The Review has also identified a transaction, the Group's acquisition of Silverbeck Rymer, which the Company now considers should have been treated as a related party transaction under Rule 13 of the AIM Rules for Companies, although the Board believes it likely that the transaction was structured in a way which constituted a related party transaction inadvertently and in error. Further information in relation to this is also provided below.

Transactions involving Ubiquity

In 2012 and 2013, Ubiquity received fees from the consideration received by the vendors of certain companies acquired by the Group. These fees arose in connection with Ubiquity's role as an adviser or introducer in connection with the acquisitions of Intelligent Claims Management Limited ("ICML"), Overland Associates Limited ("Overland"), Silverbeck Rymer ("SR"), ALH and Compass Costs Consultants Limited ("Compass"). 

In respect of the acquisitions of Overland and ALH, the way in which the transactions were structured (insofar as they were related to the payment of Ubiquity's fees), had the result that, in the view of the current Board, the Company entered into a related party transaction with Ubiquity. Ubiquity's acquisition of shares in connection with the acquisition of Overland was disclosed in the 2012 and 2013 Report and Accounts, but its involvement in the Company's acquisition of ALH was not. Further information in relation to these related party transactions, and certain related clarifications of the Company's announcements, is provided below. For completeness, the Company has also provided information below in relation to Ordinary Shares received by Ubiquity in connection with the acquisitions of ICML, SR and Compass.

· ICML: The Company announced on 15 August 2012 that it had completed the acquisition of ICML, and that the terms of the acquisition were satisfied by the issue of 1,805,555 Ordinary Shares. Ubiquity was not a party to the agreement pursuant to which the Company acquired ICML. The Company believes that the vendors of ICML subsequently transferred 108,333 Ordinary Shares to Ubiquity (being 6% of the total consideration paid to the vendors of ICML).

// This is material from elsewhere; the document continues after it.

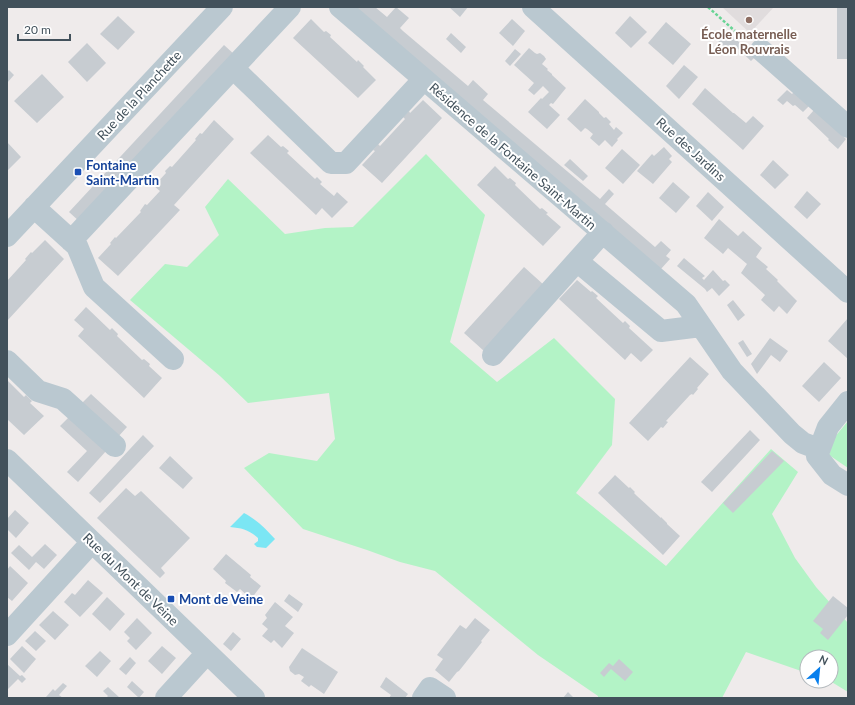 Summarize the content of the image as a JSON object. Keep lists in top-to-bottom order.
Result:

The Company announced on 26 September 2012 that it had been informed that Ubiquity had purchased 108,333 Ordinary Shares at a price of 150 pence per share. The Company does not know whether a price of 150 pence per share was or was not paid by Ubiquity to the vendors of ICML.

· Overland: The Company announced on 26 September 2012, and disclosed in the 2012 Report and Accounts that, "associated with" its acquisition of Overland, Ubiquity had increased its shareholding in the Company from 4,082,759 Ordinary Shares to 4,642,759 Ordinary Shares. The Company clarifies that the way in which the increase in Ubiquity's shareholding was "associated with" the acquisition of Overland was due to the Company issuing 560,000 Ordinary Shares (being 6% of the total consideration issued to the vendors of Overland) to Ubiquity. The shares were issued in consideration for Ubiquity being a warrantor under the agreement pursuant to which the Company acquired Overland, and in lieu of Ubiquity exercising an entitlement, pursuant to an engagement letter dated 24 February 2012, to receive 6% of the issued share capital of Overland on completion of the Company's acquisition of Overland. 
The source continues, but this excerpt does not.